A Rust implementation of mel spectrograms aligned to the results from the whisper.cpp, pytorch and librosa reference implementations and suited to streaming audio.
[_BEG_] fellow Americans.[_TT_43]
[_BEG_] ASK![_TT_51]
[_BEG_] NOT![_TT_25]
Mel spectrograms can be used as the primary API for inference: encode once, retrieve for interence.
There is zero information loss with respect to the model's view on the original audio data - but 10x data saving, before compression.
Mel filter banks are within 1.0e-7 of librosa.filters.mel
and identical to
the GGML model-embedded filters used by whisper.cpp.
A stft implementation that allows creating spectrograms from an audio steam - near identical to those produced by whisper.cpp internally.
An example of whisper inference from mel spectrograms via whisper-rs
can be
found in the tests.
Mel spectorgrams can be saved in Tga format - an uncompressed image format supported by OSX and Windows.
Tga images can be created from any audio input, cropped in Photoshop and reused:
let range = save_tga_8bit(&mel_spectrogram, n_mels, file_path).unwrap();
// do something with the image - maybe splice it to isolate a particular feature,
// and resave it
let dequantized_mel = load_tga_8bit(file_path, &range).unwrap();
// load with whisper-rs
state.set_mel(&dequantized_mel).unwrap();
Please refer to these PRs, both whisper.cpp and whisper-rs require small changes:
https://github.com/tazz4843/whisper-rs/pull/75 - merged, use master.
https://github.com/ggerganov/whisper.cpp/pull/1130
whisper.cpp produces mel spectrograms with 1.0e-6 precision.
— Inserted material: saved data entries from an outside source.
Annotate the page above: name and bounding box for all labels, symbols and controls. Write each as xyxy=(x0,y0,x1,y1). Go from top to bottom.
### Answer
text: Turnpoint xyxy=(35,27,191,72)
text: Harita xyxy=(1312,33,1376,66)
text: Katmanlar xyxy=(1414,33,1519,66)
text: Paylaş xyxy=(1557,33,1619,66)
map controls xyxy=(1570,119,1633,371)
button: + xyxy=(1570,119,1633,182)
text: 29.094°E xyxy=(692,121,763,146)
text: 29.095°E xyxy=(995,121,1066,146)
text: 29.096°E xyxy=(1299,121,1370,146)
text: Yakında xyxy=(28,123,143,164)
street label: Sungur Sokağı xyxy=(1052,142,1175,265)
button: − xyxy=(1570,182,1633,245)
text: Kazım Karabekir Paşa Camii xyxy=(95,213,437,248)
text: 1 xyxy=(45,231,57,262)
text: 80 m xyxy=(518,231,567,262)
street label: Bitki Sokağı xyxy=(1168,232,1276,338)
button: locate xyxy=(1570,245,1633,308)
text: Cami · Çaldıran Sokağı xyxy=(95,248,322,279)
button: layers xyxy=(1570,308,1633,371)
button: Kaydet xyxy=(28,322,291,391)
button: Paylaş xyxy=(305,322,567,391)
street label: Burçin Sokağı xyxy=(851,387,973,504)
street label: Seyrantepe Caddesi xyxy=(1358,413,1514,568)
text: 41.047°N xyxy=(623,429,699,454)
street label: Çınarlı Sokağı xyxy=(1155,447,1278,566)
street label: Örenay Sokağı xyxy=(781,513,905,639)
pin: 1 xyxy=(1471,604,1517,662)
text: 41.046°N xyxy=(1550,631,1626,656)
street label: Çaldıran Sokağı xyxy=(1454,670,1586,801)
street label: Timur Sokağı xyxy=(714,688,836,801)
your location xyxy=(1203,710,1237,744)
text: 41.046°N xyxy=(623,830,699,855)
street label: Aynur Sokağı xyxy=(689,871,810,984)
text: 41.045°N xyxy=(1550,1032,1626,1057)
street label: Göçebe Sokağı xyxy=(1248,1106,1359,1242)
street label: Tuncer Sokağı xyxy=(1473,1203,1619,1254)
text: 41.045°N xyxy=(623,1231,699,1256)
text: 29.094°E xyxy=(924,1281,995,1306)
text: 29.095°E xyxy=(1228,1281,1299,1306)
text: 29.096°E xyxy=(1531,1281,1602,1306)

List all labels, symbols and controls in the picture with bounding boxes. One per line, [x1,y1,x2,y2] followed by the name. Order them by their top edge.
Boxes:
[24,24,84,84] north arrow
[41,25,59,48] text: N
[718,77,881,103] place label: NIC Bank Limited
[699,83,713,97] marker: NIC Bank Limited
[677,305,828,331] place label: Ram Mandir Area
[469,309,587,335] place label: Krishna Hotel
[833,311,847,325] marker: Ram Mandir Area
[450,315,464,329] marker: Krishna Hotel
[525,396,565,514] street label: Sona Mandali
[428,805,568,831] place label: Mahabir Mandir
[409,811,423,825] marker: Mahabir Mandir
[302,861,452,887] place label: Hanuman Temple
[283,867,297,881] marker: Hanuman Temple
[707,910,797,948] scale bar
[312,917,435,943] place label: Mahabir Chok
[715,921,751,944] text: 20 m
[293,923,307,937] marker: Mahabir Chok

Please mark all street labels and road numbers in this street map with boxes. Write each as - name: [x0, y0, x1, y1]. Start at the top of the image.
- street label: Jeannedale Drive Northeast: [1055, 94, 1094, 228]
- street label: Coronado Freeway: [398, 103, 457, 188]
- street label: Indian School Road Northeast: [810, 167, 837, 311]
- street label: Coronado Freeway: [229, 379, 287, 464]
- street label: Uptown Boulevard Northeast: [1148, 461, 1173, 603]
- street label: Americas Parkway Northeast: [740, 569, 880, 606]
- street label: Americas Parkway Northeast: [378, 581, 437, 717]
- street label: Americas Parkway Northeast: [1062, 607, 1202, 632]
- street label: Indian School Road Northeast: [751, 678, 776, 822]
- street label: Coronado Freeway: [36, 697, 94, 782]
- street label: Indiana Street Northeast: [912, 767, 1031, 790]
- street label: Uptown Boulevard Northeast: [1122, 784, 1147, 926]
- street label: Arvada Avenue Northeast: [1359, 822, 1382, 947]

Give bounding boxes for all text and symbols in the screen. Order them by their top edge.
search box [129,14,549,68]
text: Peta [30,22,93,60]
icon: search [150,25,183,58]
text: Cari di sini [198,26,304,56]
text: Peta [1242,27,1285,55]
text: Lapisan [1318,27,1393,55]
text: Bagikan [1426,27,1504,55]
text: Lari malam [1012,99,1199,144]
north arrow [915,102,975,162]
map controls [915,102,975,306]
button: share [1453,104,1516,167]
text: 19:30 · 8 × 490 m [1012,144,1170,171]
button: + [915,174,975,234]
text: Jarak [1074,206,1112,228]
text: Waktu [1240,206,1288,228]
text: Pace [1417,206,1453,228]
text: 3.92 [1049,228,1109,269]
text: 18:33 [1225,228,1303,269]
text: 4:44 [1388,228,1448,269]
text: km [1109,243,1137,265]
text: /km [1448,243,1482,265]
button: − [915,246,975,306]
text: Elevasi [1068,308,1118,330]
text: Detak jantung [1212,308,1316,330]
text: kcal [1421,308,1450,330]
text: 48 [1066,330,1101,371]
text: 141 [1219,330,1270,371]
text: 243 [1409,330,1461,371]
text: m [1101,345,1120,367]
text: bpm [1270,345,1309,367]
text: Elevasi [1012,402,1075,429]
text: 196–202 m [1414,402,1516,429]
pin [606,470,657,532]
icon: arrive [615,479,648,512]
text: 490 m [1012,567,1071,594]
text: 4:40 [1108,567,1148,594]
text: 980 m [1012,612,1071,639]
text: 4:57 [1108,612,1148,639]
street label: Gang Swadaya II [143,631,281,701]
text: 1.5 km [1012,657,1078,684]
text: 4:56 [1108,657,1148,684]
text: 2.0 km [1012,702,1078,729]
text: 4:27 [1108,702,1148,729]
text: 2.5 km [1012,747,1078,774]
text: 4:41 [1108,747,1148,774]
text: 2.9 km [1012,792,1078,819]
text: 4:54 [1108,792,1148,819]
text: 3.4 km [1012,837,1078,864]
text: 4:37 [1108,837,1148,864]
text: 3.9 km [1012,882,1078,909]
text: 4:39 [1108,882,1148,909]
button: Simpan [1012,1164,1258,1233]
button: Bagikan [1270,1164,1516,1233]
However, these spectorgrams are invariant to 8-bit quantisation: we can save them as 8-bit images and not lose useful information - not lose any actual information about the sound wave at all.
Heisenberg's Uncertainty Principal puts a limit on how much resolution a spectrogram can have - the more we zoom in on a wave, the more blurry it becomes.
Time stretching by overlapping (whisper uses a 60% overlap) mitigates this, to a point. But after that more precision doesn't mean more accuracy, and may actually cause noise:
Indeed, we only need 1.0e-1 precision to get accurate results, and rounding to 1.0e-1 seems more accurate for some difficult transcriptions.
Consider these samples from the jfk speech used in the orignal whisper.py tests:
[src/lib.rs:93] &mel_spectrogram[10..20] = [
0.15811597,
0.26561865,
0.07558561,
0.19564378,
0.16745868,
0.21617787,
-0.29193184,
0.12279237,
0.13897367,
-0.17434756,
]
[src/lib.rs:92] &mel_spectrogram_rounded[10..20] = [
0.2,
0.3,
0.1,
0.2,
0.2,
0.2,
-0.3,
0.1,
0.1,
-0.2,
]
Once quantised, the spectrgrams are the same:
(top: not rounded, botton: rounded to 1.0e-1)
A lot has to do with how speech can be encapsulated almost entirely in the frequency domain, and how effectively the mel scale divides those frequencies into 80 bins. 8-bytes of 0-255 grayscale is probably overkill even to measure the total power in each of those bins - it could be compressed even further.